Putin’s ‘Hybrid’ Concessions on Duma Vote Unwittingly Set Regions against Moscow, Analyst Says



Paul Goble

            Staunton, September 18 – Two of Vladimir Putin’s “hybrid” moves concerning elections – his restoration of single-member districts and his decision to make the ranking of people on party lists dependent on participation – work against him in ways that he may not yet imagine, according to Ukrainian analyst Maksim Mikhaylenko.

            On the one hand, the return of single-member districts allows regional leaders to re-enter the political fray in ways that they were not able to do when all elections were conducted by party list.  And on the other, the ranking system means that United Russia leaders in the regions have an interest in boosting participation while the Kremlin is interested in lowering it (dsnews.ua/world/vybory-v-rossii-kak-kreml-ugodil-v-institutsionalnuyu-17092016150000).

            These and Putin’s other “hybrid” concessions after the 2011-2012 protests including lowering the percentage parties need to get into the Duma and providing government financing and access to more parties means that behind all the bombast, there has re-emerged in Russia a real political struggle, albeit behind the scenes as yet rather than in the streets.

            Putin took these steps, Mikhaylenko argues, because he “doesn’t want to be associated with the Kim dynasty in North Korea but is still not prepared to proclaim himself a leader for life in the manner of the sultan of Brunei.”  And so he wants to use elections, to be sure tightly controlled ones, to give himself and his regime the patina of legitimacy.

            But the concessions the Kremlin leader has made this time around and his demand that regional leaders not engage in falsification or allow others to falsify the results may play some evil tricks on him, although it is far from clear how his signals about falsification will be read outside of Moscow.

            There are two reasons for this, the Kyiv analyst says, allowing half of the Duma deputies to be elected in single-member districts which returns real power to regional leaders, and determining the rank on party lists by number of votes, which encourages precisely the falsification Putin says he opposes.

            The Kremlin clearly wants United Russia to have “a minimum” of 240 seats in the new Duma, Mikhaylenko says, something that requires managing not just the party list vote but also contests in the single member districts. That creates potential problems because as Ukrainians know, “in such a case, two time two does not always equal four.”
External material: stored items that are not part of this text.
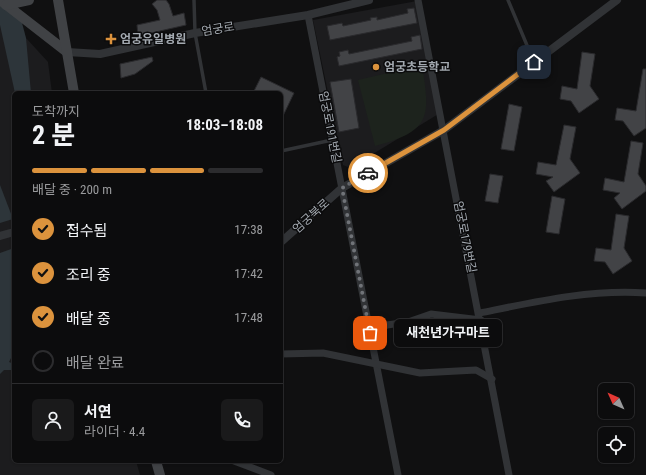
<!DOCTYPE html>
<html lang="ko">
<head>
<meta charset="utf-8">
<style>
  :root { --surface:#0c0c0d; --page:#1a1a1b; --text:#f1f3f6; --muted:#9a9b9d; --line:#2c2c2e; --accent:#dc933d }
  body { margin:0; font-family:"Roboto Condensed","Noto Sans KR",sans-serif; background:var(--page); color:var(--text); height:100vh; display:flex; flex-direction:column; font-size:15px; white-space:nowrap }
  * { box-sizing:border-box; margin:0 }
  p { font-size:13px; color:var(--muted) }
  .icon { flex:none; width:22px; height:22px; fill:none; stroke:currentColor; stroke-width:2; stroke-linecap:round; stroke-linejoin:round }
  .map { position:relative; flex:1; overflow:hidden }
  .side { position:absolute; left:12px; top:91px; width:271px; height:372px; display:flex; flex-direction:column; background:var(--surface); border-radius:6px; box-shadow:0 1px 3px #0004,0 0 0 1px var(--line) }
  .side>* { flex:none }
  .needle { width:26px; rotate:315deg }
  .tools { position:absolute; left:598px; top:383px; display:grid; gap:8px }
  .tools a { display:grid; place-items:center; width:36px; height:36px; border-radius:6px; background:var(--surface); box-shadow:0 1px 3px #0004,0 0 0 1px var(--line); font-size:20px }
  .pin { position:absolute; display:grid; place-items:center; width:34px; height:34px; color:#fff; margin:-17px; border-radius:8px; box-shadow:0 2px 6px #0006 }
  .courier { position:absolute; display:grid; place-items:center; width:40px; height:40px; margin:-20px; border:3px solid #dc933d; border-radius:50%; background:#fff; color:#222; box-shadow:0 1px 5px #0007 }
  .bubble { position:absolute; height:28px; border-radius:6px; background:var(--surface); box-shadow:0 1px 3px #0004,0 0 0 1px var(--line); font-size:13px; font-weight:700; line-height:28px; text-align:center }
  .overview em { font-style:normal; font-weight:700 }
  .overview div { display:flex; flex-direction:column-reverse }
  .overview { display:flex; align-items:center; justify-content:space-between; height:68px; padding:0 20px }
  h1 { font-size:26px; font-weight:700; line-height:30px }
  .bar { display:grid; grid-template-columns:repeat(4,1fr); gap:6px 4px; align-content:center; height:48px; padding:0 20px }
  .bar i { height:5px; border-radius:3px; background:var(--line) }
  .bar .current { background:var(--accent) }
  .bar p { grid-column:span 4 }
  .line { display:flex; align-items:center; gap:10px; padding:0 20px; border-top:1px solid var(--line) }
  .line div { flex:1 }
  .round { display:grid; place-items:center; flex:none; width:42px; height:42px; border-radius:6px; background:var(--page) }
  ol { padding:0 20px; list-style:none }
  li { display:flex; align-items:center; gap:12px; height:44px }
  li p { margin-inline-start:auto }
  li .icon { padding:4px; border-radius:50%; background:var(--accent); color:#111; stroke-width:4 }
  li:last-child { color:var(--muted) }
  li i { width:22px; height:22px; border:2px solid var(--line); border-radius:50% }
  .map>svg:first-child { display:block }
</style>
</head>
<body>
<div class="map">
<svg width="646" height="475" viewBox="0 0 646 475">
  <rect width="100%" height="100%" fill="#101011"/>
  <g fill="#1c1c1e">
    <polygon points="417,1 440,113 350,168 343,165 313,20"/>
    <polygon points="0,18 26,38 48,62 52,93 14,93 14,461 136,461 140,475 0,475"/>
  </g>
  <path fill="#1d231d" d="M 422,65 C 430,116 432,131 375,146 L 358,80 Z"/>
  <g fill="#2d353a">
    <polygon points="0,0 16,0 26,38 31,93 15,93 0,25"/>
    <polygon points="0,185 13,219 0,223"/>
    <polygon points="14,248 14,352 9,362 14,364 14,370 4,370 0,374 0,253"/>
  </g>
  <g fill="#424346" stroke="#2a2a2d">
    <polygon points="157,0 166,0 169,4 173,16 184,13 186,25 138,36 137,25 160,20 157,10 152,4"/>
    <polygon points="414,8 417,23 330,40 327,26 342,23 343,26 371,20 370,18 377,17 377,20 408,13 407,9"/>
    <polygon points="420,35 422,49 339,66 337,57 340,56 339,52 348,50 349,54 412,41 411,37"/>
    <polygon points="582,52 595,54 590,86 599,99 579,113 571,101 560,99 562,86 577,89"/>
    <polygon points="152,57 153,61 135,74 121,78 120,64"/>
    <polygon points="643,69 646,69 646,128 634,136 623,121 615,120 617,108 636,111"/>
    <polygon points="261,77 294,93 281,120 281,93 253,93"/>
    <polygon points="351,79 359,128 339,132 330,82"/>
    <polygon points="509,104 522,107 514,151 501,149"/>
    <polygon points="564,125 576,127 570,159 580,173 554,192 546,181 553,177 536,174 538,162 556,165"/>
    <polygon points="631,141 643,143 638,174 646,186 646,191 622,209 614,198 620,193 603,190 605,178 624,182"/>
    <polygon points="490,174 503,176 498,203 485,201"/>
    <polygon points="552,196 565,199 559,234 546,232"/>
    <polygon points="616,214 629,216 624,248 632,261 613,274 605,262 594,261 596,248 611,250"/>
  </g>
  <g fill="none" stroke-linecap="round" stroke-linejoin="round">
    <g stroke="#313336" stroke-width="3.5">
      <polyline points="194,0 195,33 206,93"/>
      <polyline points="508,0 534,62"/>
      <polyline points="281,151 332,140"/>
    </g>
    <g stroke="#313336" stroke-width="7">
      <polyline points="418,0 509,475"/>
      <polyline points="308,15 398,475"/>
      <path d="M 480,313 C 534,302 590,289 646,293"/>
      <polyline points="370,333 387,325 408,322 431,314 481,320"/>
      <polyline points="281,354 323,353 420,373 476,370 492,379"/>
      <polyline points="234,461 271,475"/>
    </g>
    <g stroke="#313336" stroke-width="8">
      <polyline points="67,52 100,54 195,33 308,15 369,0"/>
      <polyline points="0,236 14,232"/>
      <polyline points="281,242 342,188 444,130 617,0"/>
    </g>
    <g stroke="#404245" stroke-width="10">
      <polyline points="0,0 67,52"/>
      <polyline points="58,0 74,93"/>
      <polyline points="6,5 29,0"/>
      <polyline points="156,461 160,475"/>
    </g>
  </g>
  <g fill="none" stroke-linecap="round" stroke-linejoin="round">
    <polyline stroke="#707378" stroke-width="4" stroke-dasharray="0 7.2" points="368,173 342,188 370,333"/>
    <polyline stroke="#dc933d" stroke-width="5" points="368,173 444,130 534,62"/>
  </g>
  <g fill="#dc933d" stroke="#0b0b0c" stroke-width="1.5">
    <path d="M109 33h4v4h4v4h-4v4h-4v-4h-4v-4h4z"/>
    <circle cx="376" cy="67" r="4"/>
  </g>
  <g text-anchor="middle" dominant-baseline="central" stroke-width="3" stroke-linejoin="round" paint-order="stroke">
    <g font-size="12" fill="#a3a9b0" stroke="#0b0b0c">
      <text transform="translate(218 29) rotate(-9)">엄궁로</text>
      <text transform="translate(330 127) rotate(79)">엄궁로191번길</text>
      <text transform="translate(311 216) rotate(-42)">엄궁북로</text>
      <text transform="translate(465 237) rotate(79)">엄궁로179번길</text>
    </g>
    <g font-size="12" font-weight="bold" fill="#a3a9b0" stroke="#0b0b0c" text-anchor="start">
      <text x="120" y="39">엄궁유일병원</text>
      <text x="384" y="67">엄궁초등학교</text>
    </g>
  </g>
</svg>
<div class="tools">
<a><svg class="needle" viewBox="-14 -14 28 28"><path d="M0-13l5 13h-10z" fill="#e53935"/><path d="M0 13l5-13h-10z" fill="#9a9b9d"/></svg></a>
<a><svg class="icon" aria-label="locate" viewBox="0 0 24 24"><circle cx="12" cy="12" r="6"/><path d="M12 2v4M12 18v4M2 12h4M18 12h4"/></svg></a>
</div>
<div class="pin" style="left:370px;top:333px;background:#ea580c"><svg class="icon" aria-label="bag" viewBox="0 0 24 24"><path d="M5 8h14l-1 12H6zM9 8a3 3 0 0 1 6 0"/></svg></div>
<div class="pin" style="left:534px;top:62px;background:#1f2937"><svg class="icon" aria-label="home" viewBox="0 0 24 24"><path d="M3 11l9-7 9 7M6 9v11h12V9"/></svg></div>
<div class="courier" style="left:368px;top:173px"><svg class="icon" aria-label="car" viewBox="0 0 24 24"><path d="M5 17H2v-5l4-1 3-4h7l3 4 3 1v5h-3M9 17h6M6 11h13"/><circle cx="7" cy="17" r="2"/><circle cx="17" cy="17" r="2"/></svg></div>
<div class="bubble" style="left:394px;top:319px;width:108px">새천년가구마트</div>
<section class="side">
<div class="overview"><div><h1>2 분</h1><p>도착까지</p></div><em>18:03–18:08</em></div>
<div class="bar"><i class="current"></i><i class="current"></i><i class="current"></i><i></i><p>배달 중 · 200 m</p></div>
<ol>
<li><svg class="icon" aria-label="check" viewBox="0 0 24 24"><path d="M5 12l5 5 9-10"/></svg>접수됨<p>17:38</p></li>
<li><svg class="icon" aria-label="check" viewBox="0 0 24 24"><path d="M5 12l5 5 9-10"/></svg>조리 중<p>17:42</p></li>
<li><svg class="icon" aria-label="check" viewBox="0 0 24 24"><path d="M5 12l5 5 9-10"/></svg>배달 중<p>17:48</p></li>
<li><i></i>배달 완료</li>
</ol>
<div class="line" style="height:72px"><a class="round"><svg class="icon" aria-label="person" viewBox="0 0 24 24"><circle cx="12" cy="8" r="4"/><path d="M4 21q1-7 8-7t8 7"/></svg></a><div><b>서연</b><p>라이더 · 4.4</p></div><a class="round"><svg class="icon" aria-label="phone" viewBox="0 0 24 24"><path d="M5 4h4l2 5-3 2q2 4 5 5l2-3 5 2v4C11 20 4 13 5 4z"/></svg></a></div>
</section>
</div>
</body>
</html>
            Thus, the logical question arises, not as to whether serious protests about the voting will occur. No one expects that today because “Russia is not Ukraine.” But there may be other events which are “in general less predictable” but nonetheless “possible,” including the loss of Kremlin control over some of the new deputies because of the way this election has been conducted.
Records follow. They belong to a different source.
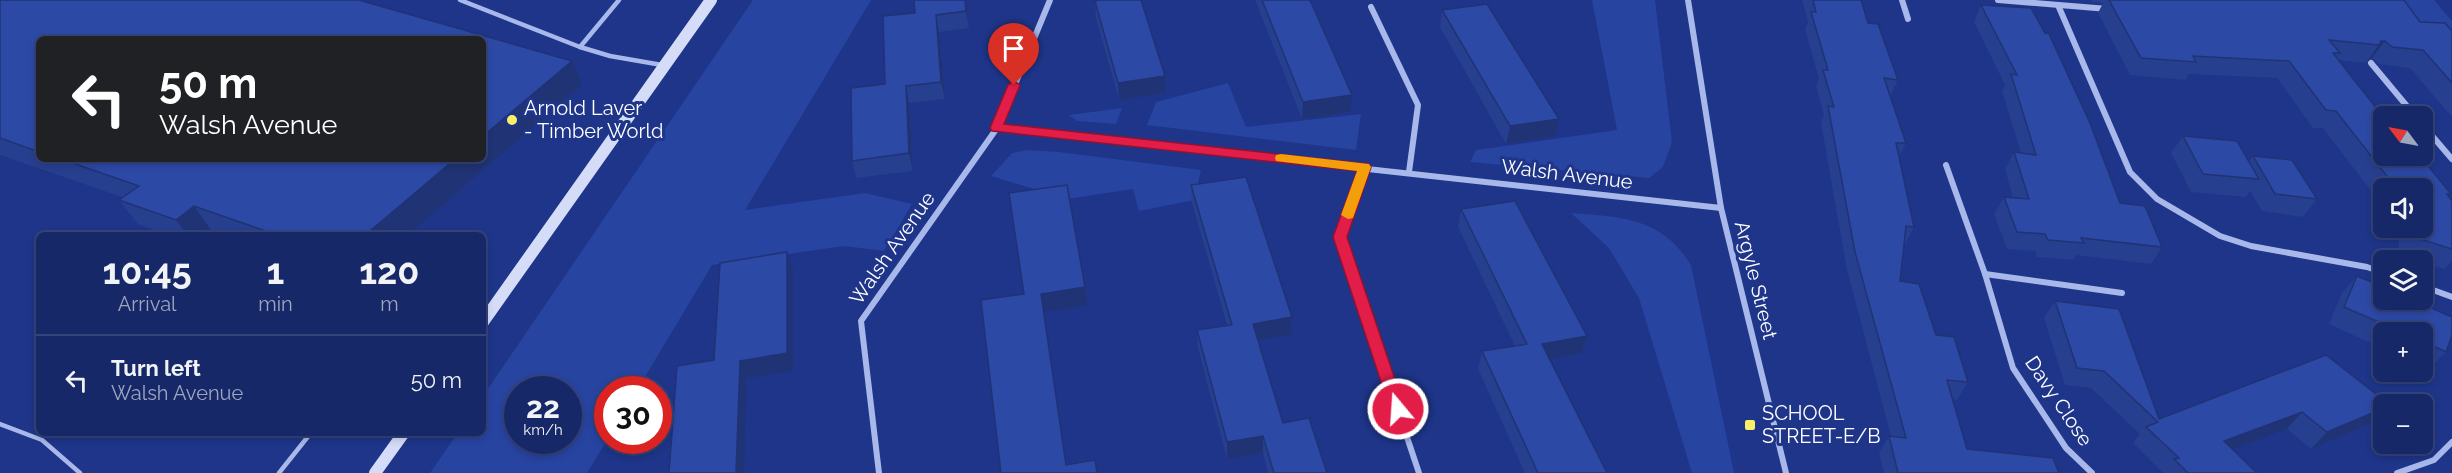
<!DOCTYPE html>
<html lang="en">
<head>
<meta charset="utf-8">
<style>
  :root { --surface:#162867; --page:#1f306d; --text:#f1f3f6; --muted:#9ea6c0; --line:#35447b }
  body { margin:0; font-family:Raleway,sans-serif; background:var(--page); color:var(--text); height:100vh; display:flex; flex-direction:column; font-size:22px; white-space:nowrap }
  * { box-sizing:border-box; margin:0 }
  p { font-size:20px; color:var(--muted) }
  .icon { flex:none; width:33px; height:33px; fill:none; stroke:currentColor; stroke-width:2; stroke-linecap:round; stroke-linejoin:round }
  .map { position:relative; flex:1; overflow:hidden }
  .details { position:absolute; left:36px; top:232px; width:450px; height:204px; display:flex; flex-direction:column; background:var(--surface); border-radius:9px; box-shadow:0 3px 9px #0003,0 0 0 2px var(--line) }
  .details>* { flex:none }
  .banner { position:absolute; left:36px; top:36px; width:450px; height:126px; border-radius:9px; box-shadow:0 3px 9px #0003,0 0 0 2px var(--line); background:#202124; color:#fff; overflow:hidden }
  .needle { width:39px; rotate:302deg }
  .tools { position:absolute; left:2373px; top:106px; display:grid; gap:12px }
  .tools a { display:grid; place-items:center; width:60px; height:60px; border-radius:9px; background:var(--surface); box-shadow:0 3px 9px #0003,0 0 0 2px var(--line); font-size:30px }
  .speed { position:absolute; left:504px; top:376px; display:flex; gap:12px; font-size:30px; font-weight:700; text-align:center }
  .speed>* { display:grid; place-content:center; width:78px; height:78px; border-radius:50%; background:var(--surface); box-shadow:0 3px 9px #0003,0 0 0 2px var(--line); line-height:1 }
  .speed small { font-size:15px; font-weight:400 }
  .speed .limit { border:9px solid #d22; background:#fff; color:#111 }
  .pin { position:absolute; display:grid; place-items:center; width:51px; height:51px; color:#fff; margin:-62px -26px; border-radius:50% 50% 50% 0; rotate:-45deg; box-shadow:0 0 6px #0007 }
  .pin .icon { rotate:45deg }
  .me { position:absolute; width:66px; margin:-33px; rotate:342deg; stroke-linejoin:round; filter:drop-shadow(0 0 4px #0008) }
  .turn { display:flex; align-items:center; gap:21px; height:126px; padding:0 24px; font-size:27px }
  .turn .icon { width:78px; height:78px; stroke-width:2.5 }
  .turn b { display:block; font-size:42px; line-height:51px }
  .eta { display:flex; justify-content:space-evenly; align-items:center; height:102px; text-align:center }
  .eta b { font-size:36px; font-weight:700; line-height:42px }
  ul { padding:0; list-style:none }
  li { display:flex; align-items:center; gap:18px; height:90px; padding:0 24px; border-top:2px solid var(--line) }
  li div { flex:1 }
  li b { display:block; font-size:22px }
  li em { font-style:normal }
  .map>svg:first-child { display:block }
  .green { fill:#2744a1; fill-rule:evenodd }
  .lines { fill:none; stroke-linecap:round; stroke-linejoin:round }
  .lane { stroke:#a8b8eb; stroke-width:4.5 }
  .street { stroke:#a8b8eb; stroke-width:6 }
  .secondary { stroke:#d4dcf8; stroke-width:12 }
  .wall { fill:#273f8f; fill-rule:evenodd }
  .shaded-wall { fill:#203374 }
  .building { fill:#2d49a6; stroke:#203374; stroke-width:1.5 }
  .route { fill:#e11d48; stroke:#92132f; stroke-width:1.5 }
  .slow { fill:#f59e0b }
  .poi-dot { fill:#faf067; stroke:#1e3589; stroke-width:2 }
  .labels { text-anchor:middle; stroke-width:6; stroke-linejoin:round; paint-order:stroke }
  .poi-label { font-size:20px; fill:#fff; stroke:#1e3589; text-anchor:start }
  .street-label { font-size:20px; fill:#fff; stroke:#1e3589 }
</style>
</head>
<body>
<div class="map">
<svg width="2452" height="473" viewBox="0 0 2452 473">
  <rect width="100%" height="100%" fill="#1e3589"/>
  <!-- green -->
  <g class="green">
    <path d="M753 0H871L745 210 865 193 912 204 884 251 844 246 712 265 637 390H608L607 440 587 473H430L457 434H483V396ZM518 390H568V441H518Z"/>
    <polygon points="1592,0 1655,0 1672,142 1663,167 1649,178 1470,162 1476,150 1617,130"/>
    <polygon points="2400,0 2434,0 2452,21 2452,30 2418,27"/>
    <polygon points="1228,83 1246,127 1361,114 1356,150 1147,125 1156,102"/>
    <polygon points="1122,108 1116,124 1077,121 1069,115"/>
    <polygon points="1027,150 1059,152 1201,170 1194,200 1139,211 1133,189 1067,199 991,176 1012,153"/>
    <path d="M1571 213C1622 217 1661 217 1691 265L1734 473H1692L1639 298 1609 248Z"/>
  </g>
  <g class="lines">
    <!-- lane -->
    <g class="lane">
      <polyline points="460,0 580,47"/>
      <polyline points="619,0 580,47 610,56 662,65"/>
      <polyline points="0,424 42,440 80,473"/>
      <polyline points="279,473 310,434"/>
    </g>
    <!-- street -->
    <g class="street">
      <polyline points="1688,0 1721,208 1786,473"/>
      <polyline points="1902,0 1908,19"/>
      <polyline points="1998,0 2108,9"/>
      <polyline points="2058,5 2130,172 2157,199 2220,236 2251,246 2367,267 2384,273"/>
      <polyline points="1371,7 1418,105 1409,172"/>
      <polyline points="2371,63 2416,117"/>
      <polyline points="2422,124 2452,159"/>
      <polyline points="997,128 1721,208"/>
      <polyline points="1946,165 1985,274 2013,368 2066,448 2092,473"/>
      <polyline points="1365,167 1340,237 1419,473"/>
      <polyline points="1985,274 2122,293"/>
      <polyline points="2422,286 2452,297"/>
      <polyline points="879,473 861,321 997,128 1050,0"/>
      <polyline points="2397,473 2434,460 2452,442"/>
    </g>
    <!-- secondary -->
    <g class="secondary">
      <polyline points="483,322 711,0"/>
      <polyline points="375,473 403,434"/>
    </g>
  </g>
  <!-- wall -->
  <g class="wall">
    <path d="M0 0 582 84 407 236H229L211 230 204 236H170L138 224 119 200 122 197 0 155ZM39 39 483 159H39Z"/>
    <polygon points="966,0 969,28 939,32 945,99 909,103 913,171 856,178 852,161 915,13"/>
    <polygon points="1255,0 1310,0 1350,112 1302,119"/>
    <polygon points="1802,0 1861,0 1868,23 1898,80 1890,96 1906,143 1899,157 1914,227 1905,244 1904,244 1900,281 1936,335 1968,382 1957,400 1952,399 1967,449 2059,473 1884,473 1879,453 1889,436 1891,436 1847,270 1821,123 1824,115 1816,87 1819,79 1805,29 1808,22"/>
    <polygon points="2091,0 2404,0 2420,22 2452,31 2452,117 2410,68 2379,64 2372,58 2369,59 2366,63 2338,60 2384,118 2451,194 2449,197 2452,201 2452,261 2444,269 2422,263 2422,261 2418,261 2399,255 2398,228 2422,228 2422,189 2384,189 2384,208 2323,128 2313,128 2277,78 2189,74 2186,80 2130,75 2098,13 2103,3 2092,2"/>
    <polygon points="1095,1 1165,76 1165,93 1119,100 1096,18"/>
    <polygon points="1981,5 2120,203 2162,247 2151,264 2076,255 2073,260 2037,257 2035,251 2007,249 1994,214 2004,197 2013,198 2005,169 2014,152 2021,153 2002,91 2005,85 1974,22"/>
    <polygon points="1442,10 1555,136 1506,144 1440,27"/>
    <polygon points="2183,136 2249,162 2253,156 2317,199 2303,217 2262,211 2250,191 2246,197 2191,192 2171,153"/>
    <polygon points="1191,185 1292,317 1291,335 1258,340 1283,423 1327,473 1268,473 1263,453 1227,459 1198,348 1197,330 1227,325 1192,203"/>
    <polygon points="1461,209 1587,336 1582,353 1550,359 1607,473 1525,473 1478,369 1482,351 1515,346 1458,227"/>
    <polygon points="2357,276 2446,352 2429,369 2422,366 2422,333 2384,333 2384,349 2329,324 2342,293"/>
    <polygon points="2055,301 2159,419 2326,355 2374,422 2311,449 2287,429 2232,449 2257,473 2163,473 2133,443 2140,434 2091,388 2065,385 2044,318"/>
  </g>
  <!-- shaded-wall -->
  <g class="shaded-wall">
    <polygon points="965,0 966,0 969,28 966,11"/>
    <polygon points="936,15 939,32 945,99 941,82"/>
    <polygon points="2381,41 2385,41 2372,58 2369,59"/>
    <polygon points="572,61 582,84 407,236 364,236 455,159 483,159 483,136"/>
    <polygon points="1165,76 1165,93 1119,100 1118,83"/>
    <polygon points="906,86 909,103 913,171 909,153"/>
    <polygon points="1352,95 1350,112 1302,119 1303,102"/>
    <polygon points="1559,119 1555,136 1506,144 1510,126"/>
    <polygon points="194,206 211,230 204,236 188,236 176,220"/>
    <polygon points="787,252 793,270 793,371 746,378 744,473 736,473 740,361"/>
    <polygon points="1085,287 1087,305 1043,312 1041,294"/>
    <polygon points="1292,317 1291,335 1253,341 1253,324"/>
    <polygon points="1587,336 1582,353 1538,361 1542,344"/>
    <polygon points="2384,408 2384,412 2374,422 2311,449 2327,432"/>
    <polygon points="2302,412 2287,429 2209,458 2224,441"/>
    <polygon points="1263,436 1263,453 1227,459 1227,442"/>
  </g>
  <!-- building -->
  <g class="building">
    <polygon points="0,0 359,0 572,61 483,136 483,39 39,39 39,152 0,138"/>
    <polygon points="914,0 965,0 966,11 936,15 941,82 906,86 909,153 852,161 851,88 885,84 883,16 915,13"/>
    <polygon points="1099,0 1141,0 1165,76 1118,83 1095,1"/>
    <polygon points="1262,0 1310,0 1352,95 1303,102"/>
    <polygon points="1813,0 1861,0 1868,23 1878,24 1898,80 1884,78 1906,143 1896,143 1914,227 1906,226 1900,281 1919,284 1936,335 1954,337 1968,382 1947,380 1967,449 2053,458 2059,473 1898,473 1889,436 1906,438 1855,252 1828,106 1834,107 1823,70 1828,70 1811,12 1816,12"/>
    <polygon points="2109,0 2404,0 2420,22 2445,23 2452,31 2452,83 2423,50 2392,47 2385,41 2381,41 2379,45 2329,40 2340,53 2333,53 2384,118 2384,156 2420,156 2451,194 2447,194 2452,201 2452,249 2414,237 2414,228 2422,228 2422,189 2397,189 2336,111 2326,110 2289,61 2193,56 2196,62 2141,58"/>
    <polygon points="1487,4 1559,119 1510,126 1442,10"/>
    <polygon points="1981,5 2031,8 2045,33 2049,34 2090,123 2120,203 2145,206 2162,247 2081,238 2084,243 2048,240 2045,234 2017,232 2004,197 2029,199 2014,152 2036,155 2011,74 2017,75"/>
    <polygon points="2183,136 2237,141 2259,179 2203,174"/>
    <polygon points="2253,156 2292,160 2317,199 2275,194"/>
    <polygon points="61,159 455,159 364,236 280,236 194,206 176,220 119,200 139,186"/>
    <polygon points="1246,177 1292,317 1253,324 1283,423 1309,418 1327,473 1274,473 1263,436 1227,442 1197,330 1232,325 1191,185"/>
    <polygon points="1067,185 1085,287 1041,294 1066,465 1095,460 1097,473 1001,473 981,300 1024,294 1009,193"/>
    <polygon points="1515,201 1587,336 1542,344 1607,473 1538,473 1482,351 1527,344 1461,209"/>
    <polygon points="787,252 787,353 740,361 736,473 669,473 677,366 714,360 720,263"/>
    <polygon points="2357,276 2384,287 2384,300 2413,300 2452,317 2452,335 2446,352 2422,341 2422,333 2404,333 2344,307"/>
    <polygon points="2055,301 2119,309 2159,419 2326,355 2390,405 2384,405 2384,408 2327,432 2302,412 2224,441 2257,473 2188,473 2174,459 2179,458 2146,427 2158,422 2104,371 2077,368"/>
  </g>
  <!-- route -->
  <polygon class="route" points="1014,81 1020,85 1004,124 1369,164 1371,167 1347,237 1405,409 1403,413 1392,413 1390,409 1333,237 1357,171 992,131 990,128 1008,85"/>
  <!-- slow -->
  <polygon class="slow" points="1281,154 1369,164 1371,167 1353,218 1348,219 1341,215 1357,171 1276,161 1275,158 1276,155"/>
  <!-- markers -->
  <g class="poi-dot">
    <circle cx="512" cy="120" r="6"/>
    <rect x="1744" y="419" width="12" height="12" rx="3"/>
  </g>
  <g class="labels">
    <!-- poi labels -->
    <g class="poi-label">
      <text x="524" y="115">Arnold Laver<tspan x="524" dy="23">- Timber World</tspan></text>
      <text x="1762" y="420">SCHOOL<tspan x="1762" dy="23">STREET-E/B</tspan></text>
    </g>
    <!-- street labels -->
    <g class="street-label">
      <text transform="translate(1567 174) rotate(7)" y="7">Walsh Avenue</text>
      <text transform="translate(892 248) rotate(-55)" y="7">Walsh Avenue</text>
      <text transform="translate(1756 280) rotate(76)" y="7">Argyle Street</text>
      <text transform="translate(2059 401) rotate(56)" y="7">Davy Close</text>
    </g>
  </g>
</svg>
<div class="tools">
<a><svg class="needle" viewBox="-14 -14 28 28"><path d="M0-13l5 13h-10z" fill="#e53935"/><path d="M0 13l5-13h-10z" fill="#9ea6c0"/></svg></a>
<a><svg class="icon" aria-label="sound" viewBox="0 0 24 24"><path d="M4 9h4l5-4v14l-5-4H4zM17 9q2 3 0 6"/></svg></a>
<a><svg class="icon" aria-label="layers" viewBox="0 0 24 24"><path d="M12 4l9 5-9 5-9-5zM3 14l9 5 9-5"/></svg></a>
<a>+</a>
<a>−</a>
</div>
<div class="speed"><div>22<small>km/h</small></div><div class="limit">30</div></div>
<div class="pin" style="left:1014px;top:85px;background:#d93025"><svg class="icon" aria-label="arrive" viewBox="0 0 24 24"><path d="M6 21V4h12l-3 4 3 4H6"/></svg></div>
<svg class="me" style="left:1398px;top:409px" viewBox="-20 -20 40 40"><circle r="17" fill="#e11d48" stroke="#fff" stroke-width="3"/><path d="M0-11L8 9 0 5-8 9z" fill="#fff"/></svg>
<div class="banner">
<div class="turn"><svg class="icon" aria-label="left" viewBox="0 0 24 24"><path d="M17 20v-9H6M10 6l-5 5 5 5"/></svg><div><b>50 m</b>Walsh Avenue</div></div>
</div>
<section class="details">
<div class="eta">
<div><b>10:45</b><p>Arrival</p></div>
<div><b>1</b><p>min</p></div>
<div><b>120</b><p>m</p></div>
</div>
<ul>
<li><svg class="icon" aria-label="left" viewBox="0 0 24 24"><path d="M17 20v-9H6M10 6l-5 5 5 5"/></svg><div><b>Turn left</b><p>Walsh Avenue</p></div><em>50 m</em></li>
</ul>
</section>
</div>
</body>
</html>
            Mikhaylenko says he expects that “one way or another,” the party of power will get 250 plus seats, with the remainder divided among “the loyal others,” the KPRF, the LDPR, and possibly the SRs.  But it is the last 50 deputies which offer the possibility of “intrigue.” Will they be “liberals or ultra-rightists? And does the future history of Russia depend on them?”

            He suggests that the answer may be both “yes and now. If this answer seems problematic,” he continues, “it is appropriate to remember that neither in the last parliament of the USSR nor in the first parliament of Ukraine did anti-communists form a majority.”  But that, as history shows, quickly became irrelevant.